When death could be only a mouthful of food away . . .
Parents of children with a food allergy have to find a balance between over-anxiety and complacency
Emma Martin with her son, James (10), who has numerous allergies, at their home in Monkstown, Co Dublin. Photographs: Brenda Fitzsimons
The EpiPen: People who are prescribed an adrenaline pen should carry them with them at all times.
The death in Dublin last month of a teenager with a peanut allergy, minutes after suffering a fatal reaction when she mistakenly ate satay sauce, was chilling news – particularly for parents of the estimated 20,000 children in Ireland with the same allergy.
Emma Sloan (14) collapsed on the street in the city centre on December 18th after going into anaphylactic shock as a result of consuming peanut sauce in a Chinese restaurant. She did not have with her a pen that is used to inject adrenaline into the thigh to counteract an allergic reaction.
Altogether, up to one in 20 children is affected at some time by a food allergy and, at the outset, it is impossible to say which of them could have life-threatening reactions.
It is the “sword of Damocles” over these people’s heads, says Prof Jonathan Hourihane, consultant paediatric allergist at Cork University Hospital (CUH). All food allergies are potentially serious and all need equivalent medical assessment.
“Half of people who die from anaphylaxis have never had a severe reaction before,” he explains. “We haven’t any way of predicting future severity.”
However, he says it’s a myth that each reaction will be worse than the last one and it is important for people to know that.

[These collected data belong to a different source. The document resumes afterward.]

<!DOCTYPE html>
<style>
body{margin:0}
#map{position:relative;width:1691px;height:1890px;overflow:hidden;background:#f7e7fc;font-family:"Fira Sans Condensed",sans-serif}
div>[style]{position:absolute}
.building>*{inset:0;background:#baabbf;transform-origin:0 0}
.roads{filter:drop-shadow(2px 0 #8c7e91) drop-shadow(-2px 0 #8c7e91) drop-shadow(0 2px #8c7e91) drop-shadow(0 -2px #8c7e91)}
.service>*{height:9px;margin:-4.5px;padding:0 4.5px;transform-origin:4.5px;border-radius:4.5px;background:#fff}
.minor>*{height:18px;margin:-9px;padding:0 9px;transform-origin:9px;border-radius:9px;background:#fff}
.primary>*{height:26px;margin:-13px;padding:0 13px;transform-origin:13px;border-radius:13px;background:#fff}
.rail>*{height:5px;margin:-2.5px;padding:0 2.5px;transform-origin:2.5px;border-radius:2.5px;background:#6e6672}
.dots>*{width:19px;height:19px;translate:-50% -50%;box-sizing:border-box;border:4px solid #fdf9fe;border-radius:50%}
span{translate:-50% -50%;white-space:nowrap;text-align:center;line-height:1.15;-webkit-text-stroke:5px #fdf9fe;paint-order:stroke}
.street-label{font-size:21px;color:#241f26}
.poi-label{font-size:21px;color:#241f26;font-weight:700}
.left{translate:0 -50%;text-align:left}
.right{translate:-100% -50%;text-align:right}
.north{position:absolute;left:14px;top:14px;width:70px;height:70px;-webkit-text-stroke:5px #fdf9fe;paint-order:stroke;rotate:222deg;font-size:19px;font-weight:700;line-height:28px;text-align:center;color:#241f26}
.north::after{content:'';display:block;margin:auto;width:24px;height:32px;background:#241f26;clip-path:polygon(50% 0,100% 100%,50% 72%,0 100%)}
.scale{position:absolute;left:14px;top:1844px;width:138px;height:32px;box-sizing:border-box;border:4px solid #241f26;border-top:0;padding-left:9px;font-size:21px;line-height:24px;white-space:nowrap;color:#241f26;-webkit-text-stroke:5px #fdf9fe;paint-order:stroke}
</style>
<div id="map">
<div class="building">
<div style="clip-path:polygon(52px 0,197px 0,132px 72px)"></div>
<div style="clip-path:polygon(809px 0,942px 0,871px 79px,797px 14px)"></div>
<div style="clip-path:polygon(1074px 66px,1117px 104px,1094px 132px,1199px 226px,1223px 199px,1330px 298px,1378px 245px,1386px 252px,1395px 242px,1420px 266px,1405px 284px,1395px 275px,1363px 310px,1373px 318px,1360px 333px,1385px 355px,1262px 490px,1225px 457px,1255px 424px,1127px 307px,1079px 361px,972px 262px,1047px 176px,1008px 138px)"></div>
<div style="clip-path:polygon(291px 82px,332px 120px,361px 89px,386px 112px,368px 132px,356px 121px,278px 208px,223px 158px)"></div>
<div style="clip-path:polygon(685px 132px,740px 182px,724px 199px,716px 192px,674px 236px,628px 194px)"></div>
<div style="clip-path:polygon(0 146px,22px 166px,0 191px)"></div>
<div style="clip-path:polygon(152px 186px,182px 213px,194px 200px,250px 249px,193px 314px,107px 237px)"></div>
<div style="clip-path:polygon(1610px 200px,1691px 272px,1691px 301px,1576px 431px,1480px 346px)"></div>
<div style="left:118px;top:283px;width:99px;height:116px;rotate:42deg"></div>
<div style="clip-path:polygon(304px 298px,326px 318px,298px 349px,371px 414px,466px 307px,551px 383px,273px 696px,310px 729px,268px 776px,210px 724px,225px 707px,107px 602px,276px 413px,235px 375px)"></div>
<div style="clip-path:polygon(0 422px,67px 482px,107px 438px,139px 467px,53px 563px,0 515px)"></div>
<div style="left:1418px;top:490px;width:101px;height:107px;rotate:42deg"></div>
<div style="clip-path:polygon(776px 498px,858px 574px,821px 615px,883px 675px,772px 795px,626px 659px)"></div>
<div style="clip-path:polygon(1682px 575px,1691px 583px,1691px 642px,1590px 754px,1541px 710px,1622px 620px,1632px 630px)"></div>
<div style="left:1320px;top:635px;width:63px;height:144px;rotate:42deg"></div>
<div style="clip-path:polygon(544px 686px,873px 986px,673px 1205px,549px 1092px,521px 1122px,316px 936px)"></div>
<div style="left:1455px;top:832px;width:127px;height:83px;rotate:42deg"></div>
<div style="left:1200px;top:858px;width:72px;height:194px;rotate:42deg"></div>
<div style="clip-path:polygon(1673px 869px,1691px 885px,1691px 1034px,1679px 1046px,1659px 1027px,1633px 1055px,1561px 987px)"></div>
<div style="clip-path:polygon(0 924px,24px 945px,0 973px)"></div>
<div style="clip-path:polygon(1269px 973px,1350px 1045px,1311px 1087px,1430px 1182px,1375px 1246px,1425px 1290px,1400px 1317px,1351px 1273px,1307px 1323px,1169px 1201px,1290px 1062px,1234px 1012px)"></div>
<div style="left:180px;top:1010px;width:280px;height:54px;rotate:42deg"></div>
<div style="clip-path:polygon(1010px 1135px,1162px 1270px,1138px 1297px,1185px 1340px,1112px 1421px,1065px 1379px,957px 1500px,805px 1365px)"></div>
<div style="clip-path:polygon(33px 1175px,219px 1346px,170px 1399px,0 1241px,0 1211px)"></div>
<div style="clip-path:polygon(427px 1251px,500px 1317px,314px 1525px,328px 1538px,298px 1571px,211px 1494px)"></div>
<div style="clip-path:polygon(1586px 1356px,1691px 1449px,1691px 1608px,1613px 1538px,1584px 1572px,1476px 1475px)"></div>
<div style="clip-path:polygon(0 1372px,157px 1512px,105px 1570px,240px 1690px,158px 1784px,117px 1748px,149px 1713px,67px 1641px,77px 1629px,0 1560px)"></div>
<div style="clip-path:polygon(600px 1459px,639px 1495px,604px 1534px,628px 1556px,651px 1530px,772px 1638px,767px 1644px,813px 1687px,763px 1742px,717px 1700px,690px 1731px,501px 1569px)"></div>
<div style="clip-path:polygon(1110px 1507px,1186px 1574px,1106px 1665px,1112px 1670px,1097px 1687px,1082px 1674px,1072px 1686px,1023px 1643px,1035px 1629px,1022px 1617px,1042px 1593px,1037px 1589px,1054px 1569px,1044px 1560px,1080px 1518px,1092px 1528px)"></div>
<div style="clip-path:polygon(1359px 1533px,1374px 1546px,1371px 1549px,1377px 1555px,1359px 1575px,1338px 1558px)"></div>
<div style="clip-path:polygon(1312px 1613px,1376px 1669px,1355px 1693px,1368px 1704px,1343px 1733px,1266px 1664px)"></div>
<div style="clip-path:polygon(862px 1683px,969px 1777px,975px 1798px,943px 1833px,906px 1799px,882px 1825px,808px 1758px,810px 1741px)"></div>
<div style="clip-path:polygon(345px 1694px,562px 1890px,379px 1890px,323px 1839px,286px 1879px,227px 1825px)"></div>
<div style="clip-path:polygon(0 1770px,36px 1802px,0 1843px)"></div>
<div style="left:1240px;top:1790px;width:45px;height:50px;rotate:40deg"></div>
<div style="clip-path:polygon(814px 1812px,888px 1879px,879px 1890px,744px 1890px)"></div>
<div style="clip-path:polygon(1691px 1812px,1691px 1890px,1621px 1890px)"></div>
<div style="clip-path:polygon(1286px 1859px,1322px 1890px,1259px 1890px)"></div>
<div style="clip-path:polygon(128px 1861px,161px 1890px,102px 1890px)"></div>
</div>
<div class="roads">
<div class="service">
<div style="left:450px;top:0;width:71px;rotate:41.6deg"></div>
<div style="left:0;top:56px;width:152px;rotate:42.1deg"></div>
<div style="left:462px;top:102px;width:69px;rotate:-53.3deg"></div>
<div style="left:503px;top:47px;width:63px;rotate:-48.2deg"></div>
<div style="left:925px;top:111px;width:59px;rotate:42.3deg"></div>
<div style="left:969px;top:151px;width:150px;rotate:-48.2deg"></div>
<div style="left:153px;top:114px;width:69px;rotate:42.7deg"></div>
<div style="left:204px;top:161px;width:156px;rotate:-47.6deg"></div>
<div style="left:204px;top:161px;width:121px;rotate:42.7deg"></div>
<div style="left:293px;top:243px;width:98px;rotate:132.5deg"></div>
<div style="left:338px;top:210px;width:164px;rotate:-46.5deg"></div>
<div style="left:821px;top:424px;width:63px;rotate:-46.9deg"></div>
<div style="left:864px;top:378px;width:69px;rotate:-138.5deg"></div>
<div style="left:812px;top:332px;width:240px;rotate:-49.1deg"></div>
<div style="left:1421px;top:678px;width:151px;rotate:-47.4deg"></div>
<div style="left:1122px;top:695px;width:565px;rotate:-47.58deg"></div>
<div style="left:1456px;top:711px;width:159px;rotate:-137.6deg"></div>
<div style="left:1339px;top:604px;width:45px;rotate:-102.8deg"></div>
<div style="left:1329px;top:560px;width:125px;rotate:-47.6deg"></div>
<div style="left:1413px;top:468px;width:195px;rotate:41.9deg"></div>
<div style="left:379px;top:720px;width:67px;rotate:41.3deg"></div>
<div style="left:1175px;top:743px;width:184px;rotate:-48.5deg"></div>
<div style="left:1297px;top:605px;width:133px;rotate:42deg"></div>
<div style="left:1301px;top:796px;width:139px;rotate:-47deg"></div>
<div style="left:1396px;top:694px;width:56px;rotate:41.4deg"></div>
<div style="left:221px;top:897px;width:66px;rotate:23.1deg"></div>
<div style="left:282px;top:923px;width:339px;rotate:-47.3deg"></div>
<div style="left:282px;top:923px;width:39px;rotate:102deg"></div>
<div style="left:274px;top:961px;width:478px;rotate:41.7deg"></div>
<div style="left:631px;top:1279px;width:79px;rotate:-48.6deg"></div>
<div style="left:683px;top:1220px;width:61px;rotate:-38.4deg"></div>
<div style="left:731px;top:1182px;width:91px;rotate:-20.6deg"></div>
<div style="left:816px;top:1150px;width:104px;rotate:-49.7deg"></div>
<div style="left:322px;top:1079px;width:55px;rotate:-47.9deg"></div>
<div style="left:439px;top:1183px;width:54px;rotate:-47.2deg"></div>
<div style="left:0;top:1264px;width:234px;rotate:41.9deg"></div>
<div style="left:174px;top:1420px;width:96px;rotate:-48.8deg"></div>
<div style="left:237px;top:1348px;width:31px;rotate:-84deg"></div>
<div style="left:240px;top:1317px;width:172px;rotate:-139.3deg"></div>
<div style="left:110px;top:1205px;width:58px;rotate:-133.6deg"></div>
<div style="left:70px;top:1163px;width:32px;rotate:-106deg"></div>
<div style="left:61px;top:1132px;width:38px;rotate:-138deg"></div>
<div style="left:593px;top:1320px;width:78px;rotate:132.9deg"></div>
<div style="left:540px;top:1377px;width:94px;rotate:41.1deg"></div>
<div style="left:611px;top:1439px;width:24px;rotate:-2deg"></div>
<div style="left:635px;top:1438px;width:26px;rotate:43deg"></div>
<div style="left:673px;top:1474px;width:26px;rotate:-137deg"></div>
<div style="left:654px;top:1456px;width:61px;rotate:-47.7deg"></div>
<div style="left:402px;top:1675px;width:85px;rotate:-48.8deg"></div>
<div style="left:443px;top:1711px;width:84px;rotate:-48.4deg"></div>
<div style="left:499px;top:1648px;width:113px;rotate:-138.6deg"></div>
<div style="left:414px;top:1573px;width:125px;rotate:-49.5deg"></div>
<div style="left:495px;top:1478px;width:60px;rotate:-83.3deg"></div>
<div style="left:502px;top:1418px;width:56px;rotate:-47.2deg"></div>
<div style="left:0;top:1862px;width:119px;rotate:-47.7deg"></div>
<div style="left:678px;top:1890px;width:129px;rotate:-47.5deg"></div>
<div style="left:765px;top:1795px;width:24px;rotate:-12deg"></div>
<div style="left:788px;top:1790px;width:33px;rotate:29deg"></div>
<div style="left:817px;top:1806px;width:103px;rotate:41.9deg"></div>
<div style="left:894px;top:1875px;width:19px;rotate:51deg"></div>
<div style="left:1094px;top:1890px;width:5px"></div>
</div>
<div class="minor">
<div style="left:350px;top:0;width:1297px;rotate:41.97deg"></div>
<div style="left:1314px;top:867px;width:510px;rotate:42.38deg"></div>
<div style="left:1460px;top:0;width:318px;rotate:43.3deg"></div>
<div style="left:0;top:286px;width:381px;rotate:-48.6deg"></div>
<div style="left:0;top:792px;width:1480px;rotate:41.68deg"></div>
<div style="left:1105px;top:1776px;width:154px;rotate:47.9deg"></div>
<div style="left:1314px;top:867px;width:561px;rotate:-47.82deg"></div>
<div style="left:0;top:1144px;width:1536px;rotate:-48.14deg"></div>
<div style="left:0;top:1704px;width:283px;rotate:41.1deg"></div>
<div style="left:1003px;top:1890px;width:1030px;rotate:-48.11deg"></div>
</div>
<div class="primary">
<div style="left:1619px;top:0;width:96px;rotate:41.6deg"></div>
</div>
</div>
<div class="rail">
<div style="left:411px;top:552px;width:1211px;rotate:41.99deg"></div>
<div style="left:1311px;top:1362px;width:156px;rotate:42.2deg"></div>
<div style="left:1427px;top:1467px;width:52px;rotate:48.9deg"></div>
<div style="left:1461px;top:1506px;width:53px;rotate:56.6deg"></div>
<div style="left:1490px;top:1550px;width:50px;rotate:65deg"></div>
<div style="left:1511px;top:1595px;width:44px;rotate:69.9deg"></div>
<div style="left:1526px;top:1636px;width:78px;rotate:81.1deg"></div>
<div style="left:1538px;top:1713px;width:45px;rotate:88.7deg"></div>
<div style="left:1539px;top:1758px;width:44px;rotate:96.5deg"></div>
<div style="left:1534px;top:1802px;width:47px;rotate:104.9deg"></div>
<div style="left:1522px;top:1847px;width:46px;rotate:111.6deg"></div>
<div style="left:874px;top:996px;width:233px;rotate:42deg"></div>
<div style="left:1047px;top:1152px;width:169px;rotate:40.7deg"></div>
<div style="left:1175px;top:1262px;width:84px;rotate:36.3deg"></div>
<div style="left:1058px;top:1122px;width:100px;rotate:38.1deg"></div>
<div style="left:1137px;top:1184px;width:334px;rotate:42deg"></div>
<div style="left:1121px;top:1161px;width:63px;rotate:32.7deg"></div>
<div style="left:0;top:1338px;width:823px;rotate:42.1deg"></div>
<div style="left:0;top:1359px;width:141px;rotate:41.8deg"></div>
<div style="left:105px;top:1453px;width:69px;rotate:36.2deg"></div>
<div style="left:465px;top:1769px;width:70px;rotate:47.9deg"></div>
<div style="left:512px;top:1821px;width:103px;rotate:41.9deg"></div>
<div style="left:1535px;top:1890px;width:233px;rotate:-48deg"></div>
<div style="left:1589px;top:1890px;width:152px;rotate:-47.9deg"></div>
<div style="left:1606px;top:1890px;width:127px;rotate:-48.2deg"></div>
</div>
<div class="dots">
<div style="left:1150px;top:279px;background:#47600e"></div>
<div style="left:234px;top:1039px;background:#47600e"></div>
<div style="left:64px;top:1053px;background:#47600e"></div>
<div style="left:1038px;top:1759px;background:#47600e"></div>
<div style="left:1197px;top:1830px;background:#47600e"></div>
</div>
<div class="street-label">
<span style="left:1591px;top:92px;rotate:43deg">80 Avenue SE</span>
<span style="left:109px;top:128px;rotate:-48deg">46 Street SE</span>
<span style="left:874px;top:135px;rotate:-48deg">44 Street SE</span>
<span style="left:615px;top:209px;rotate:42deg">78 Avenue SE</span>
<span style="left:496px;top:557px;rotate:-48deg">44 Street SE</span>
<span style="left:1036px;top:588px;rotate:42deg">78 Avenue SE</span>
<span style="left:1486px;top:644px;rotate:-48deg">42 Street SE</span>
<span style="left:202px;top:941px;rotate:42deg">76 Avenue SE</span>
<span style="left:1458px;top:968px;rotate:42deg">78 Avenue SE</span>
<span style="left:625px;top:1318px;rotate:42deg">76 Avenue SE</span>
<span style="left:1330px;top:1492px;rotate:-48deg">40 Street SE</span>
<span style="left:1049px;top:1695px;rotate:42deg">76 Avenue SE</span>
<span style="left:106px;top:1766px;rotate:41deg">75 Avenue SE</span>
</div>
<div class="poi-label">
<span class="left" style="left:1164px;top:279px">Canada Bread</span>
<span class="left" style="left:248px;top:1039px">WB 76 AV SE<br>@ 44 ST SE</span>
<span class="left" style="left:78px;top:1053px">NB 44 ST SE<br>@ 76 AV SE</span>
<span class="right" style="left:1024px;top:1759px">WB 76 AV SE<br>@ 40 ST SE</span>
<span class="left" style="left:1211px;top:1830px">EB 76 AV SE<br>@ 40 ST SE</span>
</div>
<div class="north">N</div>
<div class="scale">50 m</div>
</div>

Hourihane is chairman of the Irish Food Allergy Network (IFAN) which, in the wake of Sloan’s death, said the health service was not recognising allergic disease as a priority, despite documented increases in such conditions – food allergy, asthma, eczema and hay fever – over recent decades and public demand for services.
A consultant paediatric allergist who was appointed at Our Lady’s Children’s Hospital in Crumlin, Dublin, just last November, already has a waiting list of a year, he says.

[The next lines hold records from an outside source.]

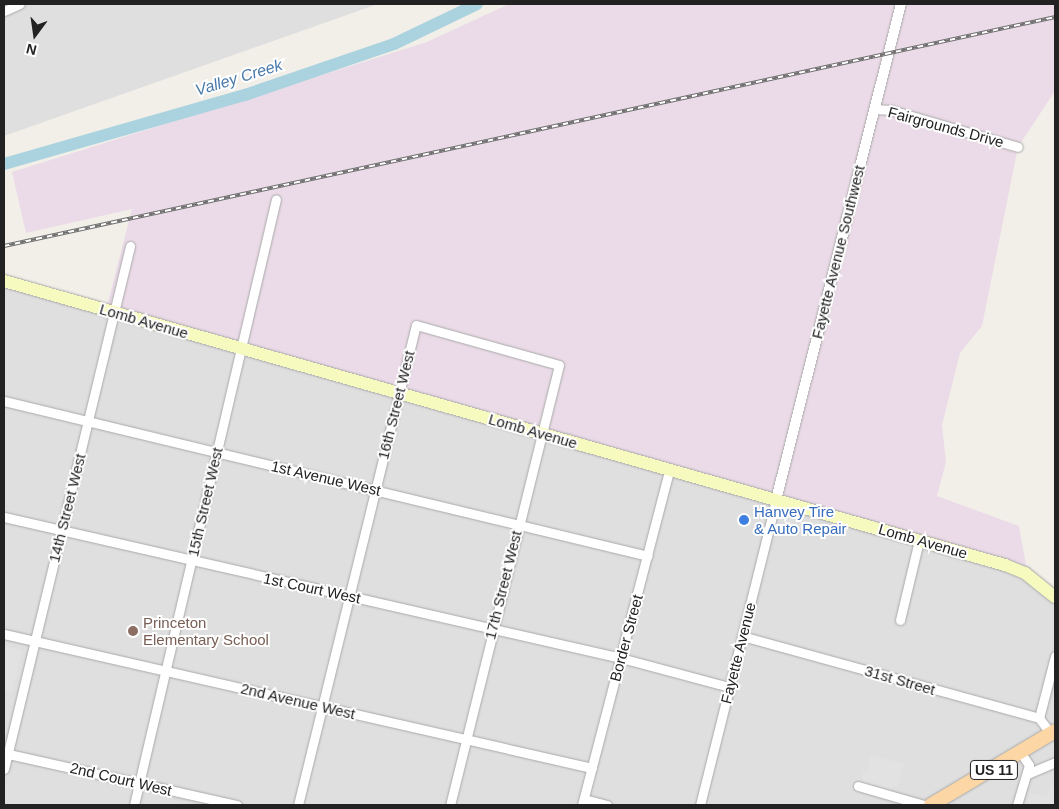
<!DOCTYPE html>
<style>
body{margin:0}
#map{position:relative;width:1059px;height:809px;overflow:hidden;background:#f2efe9;font-family:Arial,sans-serif}
div>[style]{position:absolute}
.residential>*{inset:0;background:#e0dfdf}
.industrial>*{inset:0;background:#ebdbe8}
.parking>*{inset:0;background:#e2e2e2}
.river>*{height:12px;margin:-6px;padding:0 6px;transform-origin:6px;border-radius:6px;background:#aad3df}
.roads{filter:drop-shadow(0 0 1px #a9a9a9) drop-shadow(0 0 1px #a9a9a9)}
.minor>*{height:9px;margin:-4.5px;padding:0 4.5px;transform-origin:4.5px;border-radius:4.5px;background:#fff}
.tertiary>*{height:10px;margin:-5px;padding:0 5px;transform-origin:5px;border-radius:5px;background:#fff}
.secondary>*{height:12px;margin:-6px;padding:0 6px;transform-origin:6px;border-radius:6px;background:#f7fabf}
.primary>*{height:14px;margin:-7px;padding:0 7px;transform-origin:7px;border-radius:7px;background:#fcd6a4}
.rail>*{height:4px;margin-top:-2px;transform-origin:0;background:repeating-linear-gradient(90deg,#fff 0 5.5px,#707070 0 11px);box-sizing:border-box;border-block:1px solid #707070}
.dots>*{width:14px;height:14px;translate:-50% -50%;box-sizing:border-box;border:2px solid #fff;border-radius:50%}
span{translate:-50% -50%;white-space:nowrap;text-align:center;line-height:1.15;-webkit-text-stroke:4px #fff;paint-order:stroke}
.shield-label span{padding:1px 4px;background:#fff;border:1px solid;border-radius:4px;-webkit-text-stroke-width:0}
.shield-label{font-size:14px;color:#222;font-weight:700}
.street-label{font-size:15px;color:#222}
.shop-label{font-size:15px;color:#366cbe}
.left{translate:0 -50%;text-align:left}
.education-label{font-size:15px;color:#785e54}
.water-label{font-size:16px;color:#4a7aab;font-style:italic}
.frame{position:absolute;inset:0;border:5px solid #222;pointer-events:none}
.north{position:absolute;left:10px;top:10px;width:50px;height:50px;-webkit-text-stroke:4px #fff;paint-order:stroke;rotate:194deg;font-size:14px;font-weight:700;line-height:20px;text-align:center;color:#222}
.north::after{content:'';display:block;margin:auto;width:18px;height:22px;background:#222;clip-path:polygon(50% 0,100% 100%,50% 72%,0 100%)}
</style>
<div id="map">
<div class="residential">
<i style="clip-path:polygon(4px 4px,378px 4px,4px 136px)"></i>
<i style="clip-path:polygon(4px 277px,1026px 565px,1055px 589px,1055px 805px,4px 805px)"></i>
</div>
<div class="industrial">
<i style="clip-path:polygon(509px 4px,1055px 4px,1055px 91px,1018px 147px,982px 326px,960px 353px,942px 425px,946px 462px,937px 496px,1019px 526px,1026px 565px,107px 306px,132px 209px,26px 233px,12px 172px,427px 42px)"></i>
</div>
<div class="parking">
<i style="clip-path:polygon(4px 646px,22px 650px,12px 692px,4px 690px)"></i>
<i style="clip-path:polygon(871px 755px,904px 764px,898px 787px,893px 786px,891px 791px,862px 783px,863px 772px,867px 771px)"></i>
<i style="clip-path:polygon(1051px 785px,1055px 787px,1055px 805px,1027px 805px,1030px 793px,1048px 797px)"></i>
</div>
<div class="river">
<i style="left:4px;top:164px;width:251px;rotate:-16deg"></i>
<i style="left:245px;top:95px;width:157px;rotate:-18.9deg"></i>
<i style="left:394px;top:44px;width:92px;rotate:-25.7deg"></i>
</div>
<div class="roads">
<div class="minor">
<i style="left:4px;top:11px;width:17px;rotate:-24deg"></i>
<i style="left:874px;top:109px;width:17px;rotate:3deg"></i>
<i style="left:891px;top:110px;width:132px;rotate:16.2deg"></i>
<i style="left:4px;top:401px;width:662px;rotate:13.53deg"></i>
<i style="left:4px;top:517px;width:633px;rotate:12.87deg"></i>
<i style="left:621px;top:658px;width:112px;rotate:15deg"></i>
<i style="left:900px;top:620px;width:82px;rotate:-76.6deg"></i>
<i style="left:4px;top:634px;width:603px;rotate:12.84deg"></i>
<i style="left:742px;top:636px;width:308px;rotate:15.4deg"></i>
<i style="left:1039px;top:718px;width:20px;rotate:53deg"></i>
<i style="left:1039px;top:718px;width:64px;rotate:-75.5deg"></i>
<i style="left:4px;top:753px;width:239px;rotate:12.6deg"></i>
<i style="left:4px;top:769px;width:538px;rotate:-76.45deg"></i>
<i style="left:1027px;top:774px;width:30px;rotate:-23deg"></i>
<i style="left:858px;top:786px;width:69px;rotate:16.1deg"></i>
<i style="left:584px;top:799px;width:24px;rotate:15deg"></i>
<i style="left:134px;top:805px;width:622px;rotate:-76.81deg"></i>
<i style="left:298px;top:805px;width:494px;rotate:-76.2deg"></i>
<i style="left:416px;top:325px;width:148px;rotate:15.6deg"></i>
<i style="left:559px;top:365px;width:453px;rotate:103.9deg"></i>
<i style="left:582px;top:805px;width:346px;rotate:-75.4deg"></i>
<i style="left:700px;top:805px;width:314px;rotate:-76deg"></i>
<i style="left:1017px;top:805px;width:42px;rotate:-73.3deg"></i>
<i style="left:1029px;top:765px;width:14px;rotate:-124deg"></i>
</div>
<div class="tertiary">
<i style="left:776px;top:500px;width:512px;rotate:-75.86deg"></i>
</div>
<div class="secondary">
<i style="left:4px;top:281px;width:1041px;rotate:15.84deg"></i>
<i style="left:1005px;top:565px;width:22px;rotate:22deg"></i>
<i style="left:1025px;top:573px;width:38px;rotate:39deg"></i>
</div>
<div class="primary">
<i style="left:931px;top:805px;width:144px;rotate:-30.8deg"></i>
</div>
</div>
<div class="rail">
<i style="left:4px;top:246px;width:1076px;rotate:-12.29deg"></i>
</div>
<div class="dots">
<i style="left:744px;top:520px;background:#3f7fe0"></i>
<i style="left:133px;top:631px;background:#8d6e63"></i>
</div>
<div class="shield-label">
<span style="left:994px;top:770px">US 11</span>
</div>
<div class="street-label">
<span style="left:946px;top:127px;rotate:15deg">Fairgrounds Drive</span>
<span style="left:838px;top:252px;rotate:-76deg">Fayette Avenue Southwest</span>
<span style="left:144px;top:321px;rotate:16deg">Lomb Avenue</span>
<span style="left:396px;top:405px;rotate:-76deg">16th Street West</span>
<span style="left:533px;top:431px;rotate:16deg">Lomb Avenue</span>
<span style="left:326px;top:478px;rotate:13deg">1st Avenue West</span>
<span style="left:205px;top:502px;rotate:-77deg">15th Street West</span>
<span style="left:67px;top:508px;rotate:-76deg">14th Street West</span>
<span style="left:923px;top:541px;rotate:16deg">Lomb Avenue</span>
<span style="left:503px;top:585px;rotate:-76deg">17th Street West</span>
<span style="left:312px;top:588px;rotate:12deg">1st Court West</span>
<span style="left:626px;top:638px;rotate:-75deg">Border Street</span>
<span style="left:738px;top:653px;rotate:-76deg">Fayette Avenue</span>
<span style="left:900px;top:680px;rotate:16deg">31st Street</span>
<span style="left:298px;top:701px;rotate:13deg">2nd Avenue West</span>
<span style="left:121px;top:779px;rotate:13deg">2nd Court West</span>
</div>
<div class="shop-label">
<span class="left" style="left:754px;top:520px">Hanvey Tire<br>&amp; Auto Repair</span>
</div>
<div class="education-label">
<span class="left" style="left:143px;top:631px">Princeton<br>Elementary School</span>
</div>
<div class="water-label">
<span style="left:239px;top:78px;rotate:-17deg">Valley Creek</span>
</div>
<div class="frame"></div>
<div class="north">N</div>
</div>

Anaphylactic incident study
IFAN is being funded by the Children’s Research Centre in Crumlin to conduct the first national study of anaphylactic incidents and Hourihane expects about 600 cases in an 18-month study of children.
A short list of foods account for about 90 per cent of food allergies: milk, egg, peanut, tree nuts, fish, shellfish, soy and wheat. Most milk and egg allergies are gone by the age of 10 but nut allergies are usually for life.
Naturally families of small children with one allergy will err on the side of caution with other foods on that list but it may be unnecessary. However, unless their child is tested, they won’t know that.
IFAN, which is a multi-professional collaboration, produced guidelines for healthcare staff around the country last year, to promote better diagnosis and management of food allergies.
Each local hospital has somebody who deals with patients with diabetes or asthma or epilepsy and an equivalent level of care and competency is needed for people with food allergies, Hourihane argues.
Paediatric cases need to be kept under review to see if the allergies have resolved or are persisting. At around age 10 a “food challenge” can be done in a hospital setting to determine this – feeding the child a small amount of the substance they have reacted to in the past.
Where the allergy persists, youngsters move into a different phase of management, says Hourihane, as they need to be taught to look after themselves and not be “stupid adolescents”.
“Teenagers are the highest risk group. They don’t tell friends; they eat things that they know they shouldn’t; they may be taking drugs or alcohol; and they are kissing strangers and hanging around with people who have no vested interest [unlike parents] in their survival.”
Janet Murphy’s 15-year-old daughter, who has a peanut allergy, carries adrenaline pens wherever she goes – she has two at home in Santry, Dublin, two at school and two in her schoolbag.
“She is very sensible – thank God,” Murphy says. If she is in a restaurant with friends, she would not eat anything unless it is a place her mother has checked out.
“She would have a lot of anxiety around food,” says Murphy. “Unfortunately, the restaurants here are so bad with allergy control – we would love to go out more.”
Murphy regards McDonald’s and Burger King as safe places for her daughter to eat – indeed Hourihane describes McDonald’s as the “safest place in the world” to eat because its food production is so rigorously controlled. The Murphys chose another American chain, TGI Fridays, for their daughter’s Confirmation – but only after her mother had gone out and interviewed the chef of the Swords outlet.